Dyne Therapeutics, Inc. reported a net loss of $446.2 million for the year ended December 31, 2025, compared to a net loss of $317.4 million for the previous year. The increased loss was primarily driven by higher research and development expenses, which totaled $398.3 million in 2025, up from $281.4 million in 2024. General and administrative expenses also increased, reaching $69.9 million compared to $62.5 million in the prior year. These increases were partially offset by higher interest income, which rose to $29.9 million from $26.9 million, and a decrease in other expenses, net, to $1.7 million from $0.5 million.
The company's research and development expenses were primarily focused on its key product candidates. Expenses related to z-rostudirsen (DMD) increased to $99.0 million, while z-basivarsen (DM1) expenses rose significantly to $145.1 million. Unallocated research and development expenses, including platform development, personnel, and facility-related costs, also contributed to the overall increase.
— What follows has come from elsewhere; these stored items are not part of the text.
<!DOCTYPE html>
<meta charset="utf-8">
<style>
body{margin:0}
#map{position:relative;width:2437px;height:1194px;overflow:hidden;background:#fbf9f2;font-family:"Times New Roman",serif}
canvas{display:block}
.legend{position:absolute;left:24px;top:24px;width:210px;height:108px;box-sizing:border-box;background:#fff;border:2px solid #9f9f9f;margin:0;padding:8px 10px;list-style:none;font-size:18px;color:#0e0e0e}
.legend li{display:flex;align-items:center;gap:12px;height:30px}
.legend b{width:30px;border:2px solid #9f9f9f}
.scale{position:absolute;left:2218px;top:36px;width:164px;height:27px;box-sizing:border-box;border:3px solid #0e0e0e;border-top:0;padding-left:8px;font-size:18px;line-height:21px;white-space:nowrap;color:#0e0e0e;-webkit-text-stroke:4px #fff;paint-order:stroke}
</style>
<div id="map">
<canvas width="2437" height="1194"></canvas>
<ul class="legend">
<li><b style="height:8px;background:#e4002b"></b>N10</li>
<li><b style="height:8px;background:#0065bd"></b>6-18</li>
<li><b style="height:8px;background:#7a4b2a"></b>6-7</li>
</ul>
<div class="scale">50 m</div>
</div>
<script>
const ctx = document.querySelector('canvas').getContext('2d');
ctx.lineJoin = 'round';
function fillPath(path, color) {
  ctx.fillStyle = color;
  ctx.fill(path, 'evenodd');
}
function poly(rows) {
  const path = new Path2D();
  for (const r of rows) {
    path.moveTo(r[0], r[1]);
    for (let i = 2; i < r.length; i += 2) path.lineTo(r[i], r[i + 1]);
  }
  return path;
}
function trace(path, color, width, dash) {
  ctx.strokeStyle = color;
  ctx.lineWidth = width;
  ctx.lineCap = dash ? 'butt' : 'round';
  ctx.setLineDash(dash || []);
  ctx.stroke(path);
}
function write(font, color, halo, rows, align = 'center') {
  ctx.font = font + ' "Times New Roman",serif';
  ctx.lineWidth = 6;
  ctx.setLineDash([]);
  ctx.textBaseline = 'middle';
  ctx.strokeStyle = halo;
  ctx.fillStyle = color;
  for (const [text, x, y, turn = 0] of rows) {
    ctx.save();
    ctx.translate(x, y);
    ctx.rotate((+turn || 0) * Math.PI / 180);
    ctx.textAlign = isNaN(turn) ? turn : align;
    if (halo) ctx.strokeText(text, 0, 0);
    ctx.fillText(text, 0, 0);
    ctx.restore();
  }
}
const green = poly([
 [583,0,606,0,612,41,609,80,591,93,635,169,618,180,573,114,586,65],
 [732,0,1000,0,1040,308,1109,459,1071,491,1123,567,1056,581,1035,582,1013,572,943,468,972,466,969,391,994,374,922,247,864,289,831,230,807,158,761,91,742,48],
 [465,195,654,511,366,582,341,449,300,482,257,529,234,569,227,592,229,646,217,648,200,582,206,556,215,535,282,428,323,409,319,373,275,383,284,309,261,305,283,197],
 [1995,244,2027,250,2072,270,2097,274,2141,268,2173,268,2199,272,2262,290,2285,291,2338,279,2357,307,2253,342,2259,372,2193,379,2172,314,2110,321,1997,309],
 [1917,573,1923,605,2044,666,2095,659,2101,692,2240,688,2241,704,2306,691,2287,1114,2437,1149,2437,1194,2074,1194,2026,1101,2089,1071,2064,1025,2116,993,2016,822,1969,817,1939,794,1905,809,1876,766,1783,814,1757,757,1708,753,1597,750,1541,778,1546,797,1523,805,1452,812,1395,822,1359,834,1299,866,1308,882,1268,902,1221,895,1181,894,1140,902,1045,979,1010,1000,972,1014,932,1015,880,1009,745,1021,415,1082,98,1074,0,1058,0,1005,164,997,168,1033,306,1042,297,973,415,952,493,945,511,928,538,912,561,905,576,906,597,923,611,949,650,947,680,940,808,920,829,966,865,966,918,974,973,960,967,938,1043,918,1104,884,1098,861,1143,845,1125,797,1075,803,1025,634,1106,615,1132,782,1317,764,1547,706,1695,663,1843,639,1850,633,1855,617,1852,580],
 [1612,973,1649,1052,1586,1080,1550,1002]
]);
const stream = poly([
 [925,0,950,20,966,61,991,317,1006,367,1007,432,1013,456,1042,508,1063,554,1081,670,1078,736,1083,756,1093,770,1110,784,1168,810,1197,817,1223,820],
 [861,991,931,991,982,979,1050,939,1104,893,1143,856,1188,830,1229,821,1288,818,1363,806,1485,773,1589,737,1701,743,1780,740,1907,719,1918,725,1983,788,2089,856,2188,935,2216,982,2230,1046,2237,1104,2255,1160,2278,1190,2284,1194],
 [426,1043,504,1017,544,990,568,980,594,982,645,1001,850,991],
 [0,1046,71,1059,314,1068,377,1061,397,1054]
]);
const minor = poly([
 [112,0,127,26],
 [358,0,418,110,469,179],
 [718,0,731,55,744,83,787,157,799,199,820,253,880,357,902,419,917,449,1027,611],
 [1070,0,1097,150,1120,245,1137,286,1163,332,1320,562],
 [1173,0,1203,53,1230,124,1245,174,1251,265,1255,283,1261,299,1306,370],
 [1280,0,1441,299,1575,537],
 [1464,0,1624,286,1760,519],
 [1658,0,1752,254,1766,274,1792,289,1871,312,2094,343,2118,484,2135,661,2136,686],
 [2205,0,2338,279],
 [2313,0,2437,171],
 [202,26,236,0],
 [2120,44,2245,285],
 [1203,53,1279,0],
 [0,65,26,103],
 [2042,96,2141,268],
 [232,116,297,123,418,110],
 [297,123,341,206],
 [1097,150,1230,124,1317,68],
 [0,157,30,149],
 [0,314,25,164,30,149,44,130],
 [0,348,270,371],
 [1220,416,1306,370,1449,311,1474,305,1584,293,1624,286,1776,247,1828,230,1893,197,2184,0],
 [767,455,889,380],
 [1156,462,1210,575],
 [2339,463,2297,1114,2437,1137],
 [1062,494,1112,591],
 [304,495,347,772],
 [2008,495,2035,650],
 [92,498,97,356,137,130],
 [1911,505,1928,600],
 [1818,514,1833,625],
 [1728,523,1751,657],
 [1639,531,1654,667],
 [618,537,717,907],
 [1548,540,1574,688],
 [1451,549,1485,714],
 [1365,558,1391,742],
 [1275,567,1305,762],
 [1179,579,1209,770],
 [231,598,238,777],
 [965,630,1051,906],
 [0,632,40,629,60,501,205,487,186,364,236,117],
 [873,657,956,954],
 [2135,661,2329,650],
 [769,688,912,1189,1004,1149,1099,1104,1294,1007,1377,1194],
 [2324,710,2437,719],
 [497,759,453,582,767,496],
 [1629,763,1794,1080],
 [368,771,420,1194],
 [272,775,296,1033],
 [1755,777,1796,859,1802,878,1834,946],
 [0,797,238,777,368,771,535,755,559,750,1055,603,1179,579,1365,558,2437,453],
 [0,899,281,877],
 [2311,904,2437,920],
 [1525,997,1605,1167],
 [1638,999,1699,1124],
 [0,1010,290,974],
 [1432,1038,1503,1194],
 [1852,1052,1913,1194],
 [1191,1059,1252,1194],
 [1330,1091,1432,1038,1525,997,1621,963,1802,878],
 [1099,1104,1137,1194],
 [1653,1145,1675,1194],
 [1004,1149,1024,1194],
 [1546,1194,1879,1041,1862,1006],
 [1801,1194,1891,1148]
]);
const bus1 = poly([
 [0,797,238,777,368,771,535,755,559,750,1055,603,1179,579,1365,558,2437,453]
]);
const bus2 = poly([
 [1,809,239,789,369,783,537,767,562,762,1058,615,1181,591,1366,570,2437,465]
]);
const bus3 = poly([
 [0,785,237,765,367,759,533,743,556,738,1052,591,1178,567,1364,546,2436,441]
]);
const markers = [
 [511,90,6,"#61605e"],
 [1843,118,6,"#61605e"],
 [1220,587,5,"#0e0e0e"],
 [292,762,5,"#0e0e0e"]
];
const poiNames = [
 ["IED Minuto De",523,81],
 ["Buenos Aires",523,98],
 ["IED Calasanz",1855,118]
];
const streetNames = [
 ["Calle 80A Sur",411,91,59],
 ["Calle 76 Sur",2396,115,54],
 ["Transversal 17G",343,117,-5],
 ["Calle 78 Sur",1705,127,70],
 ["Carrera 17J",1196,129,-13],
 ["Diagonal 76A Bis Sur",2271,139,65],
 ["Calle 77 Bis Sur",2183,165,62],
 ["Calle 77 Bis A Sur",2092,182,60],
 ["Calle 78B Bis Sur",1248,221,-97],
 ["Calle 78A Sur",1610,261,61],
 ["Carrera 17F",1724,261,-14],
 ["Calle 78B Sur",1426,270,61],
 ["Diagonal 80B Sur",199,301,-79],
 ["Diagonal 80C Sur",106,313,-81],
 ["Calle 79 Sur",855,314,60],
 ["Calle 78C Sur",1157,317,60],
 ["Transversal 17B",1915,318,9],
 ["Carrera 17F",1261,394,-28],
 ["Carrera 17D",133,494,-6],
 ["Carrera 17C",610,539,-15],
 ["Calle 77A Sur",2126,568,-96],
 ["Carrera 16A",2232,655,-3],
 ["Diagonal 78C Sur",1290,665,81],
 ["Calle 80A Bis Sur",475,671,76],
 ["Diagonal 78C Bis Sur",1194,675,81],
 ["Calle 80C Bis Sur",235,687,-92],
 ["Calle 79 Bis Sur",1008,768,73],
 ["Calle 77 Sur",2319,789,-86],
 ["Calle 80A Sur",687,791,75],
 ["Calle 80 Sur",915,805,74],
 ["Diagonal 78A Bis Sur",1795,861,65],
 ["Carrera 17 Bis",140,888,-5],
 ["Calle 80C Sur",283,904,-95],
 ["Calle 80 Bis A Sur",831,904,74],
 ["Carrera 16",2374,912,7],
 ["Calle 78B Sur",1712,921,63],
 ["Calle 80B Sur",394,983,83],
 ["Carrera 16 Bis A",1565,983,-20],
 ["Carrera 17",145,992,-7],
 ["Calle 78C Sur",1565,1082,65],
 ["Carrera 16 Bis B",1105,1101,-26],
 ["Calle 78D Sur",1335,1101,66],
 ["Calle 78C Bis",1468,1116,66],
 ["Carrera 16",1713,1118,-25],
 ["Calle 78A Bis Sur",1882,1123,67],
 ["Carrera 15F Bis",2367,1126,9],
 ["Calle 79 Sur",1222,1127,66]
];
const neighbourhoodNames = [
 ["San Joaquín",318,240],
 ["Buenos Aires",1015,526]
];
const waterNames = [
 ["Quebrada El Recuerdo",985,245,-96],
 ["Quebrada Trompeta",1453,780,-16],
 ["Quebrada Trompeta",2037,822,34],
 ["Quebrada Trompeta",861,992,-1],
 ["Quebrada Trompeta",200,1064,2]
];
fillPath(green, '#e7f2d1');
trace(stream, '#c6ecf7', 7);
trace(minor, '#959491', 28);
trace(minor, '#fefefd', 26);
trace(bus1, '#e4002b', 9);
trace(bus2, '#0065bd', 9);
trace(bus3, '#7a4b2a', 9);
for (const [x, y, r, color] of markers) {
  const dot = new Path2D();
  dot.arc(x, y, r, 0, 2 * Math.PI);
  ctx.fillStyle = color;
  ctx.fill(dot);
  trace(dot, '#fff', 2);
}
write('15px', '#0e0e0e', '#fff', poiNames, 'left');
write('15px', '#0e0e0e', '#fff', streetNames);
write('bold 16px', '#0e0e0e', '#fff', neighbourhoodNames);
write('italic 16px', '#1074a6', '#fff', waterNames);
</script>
The rise in personnel-related expenses was attributed to an increase in research and development headcount and higher stock-based compensation, while facility-related expenses increased due to the larger number of personnel.
Strategic developments during the year included the progression of z-rostudirsen and z-basivarsen towards potential regulatory submissions. Dyne anticipates submitting a BLA to the FDA for z-rostudirsen in the second quarter of 2026, with a potential U.S. launch in the first quarter of 2027, assuming priority review and approval. A Phase 3 clinical trial for z-rostudirsen is planned for the second quarter of 2026. For z-basivarsen, a BLA submission is targeted for early in the third quarter of 2027, with a potential U.S. launch in the first quarter of 2028, contingent on favorable data and FDA approval. A Phase 3 trial for z-basivarsen is planned for March 2026.
Key operational developments included the advancement of DYNE-302 (FSHD) and DYNE-401 (Pompe) programs, with DYNE-302 progressing towards clinical development. As of February 27, 2026, Dyne Therapeutics had 258 full-time employees, with 168 dedicated to research and development. The company's cash, cash equivalents, and marketable securities totaled $1.1 billion as of December 31, 2025, which is expected to fund operations into the first quarter of 2028. In June 2025, Dyne entered into a Loan Agreement with Hercules Capital, Inc., providing for term loans up to $275.0 million, with $100.0 million funded initially and an additional $50.0 million funded in December 2025.
Looking ahead, Dyne Therapeutics plans to continue advancing its pipeline, expanding its FORCE platform, and selectively entering into strategic collaborations. The company aims to build a sustainable leadership position in neuromuscular diseases, maintaining a strong connection with patients, caregivers, the research community, and physicians. However, the company acknowledges the need for substantial additional funding and the potential risks associated with clinical trials, competition, and regulatory approvals.
About Dyne Therapeutics, Inc.
Dyne Therapeutics is a clinical-stage biopharmaceutical company developing targeted therapies for neuromuscular and genetic muscle diseases. Utilizing its proprietary FORCE platform, it creates conjugates of antibodies, linkers, and payloads—such as oligonucleotides and enzymes—to deliver disease-modifying treatments to muscle tissue and the CNS. Its portfolio includes therapies for DM1, DMD, FSHD, and Pompe disease, focusing on genetic targets with high unmet medical needs.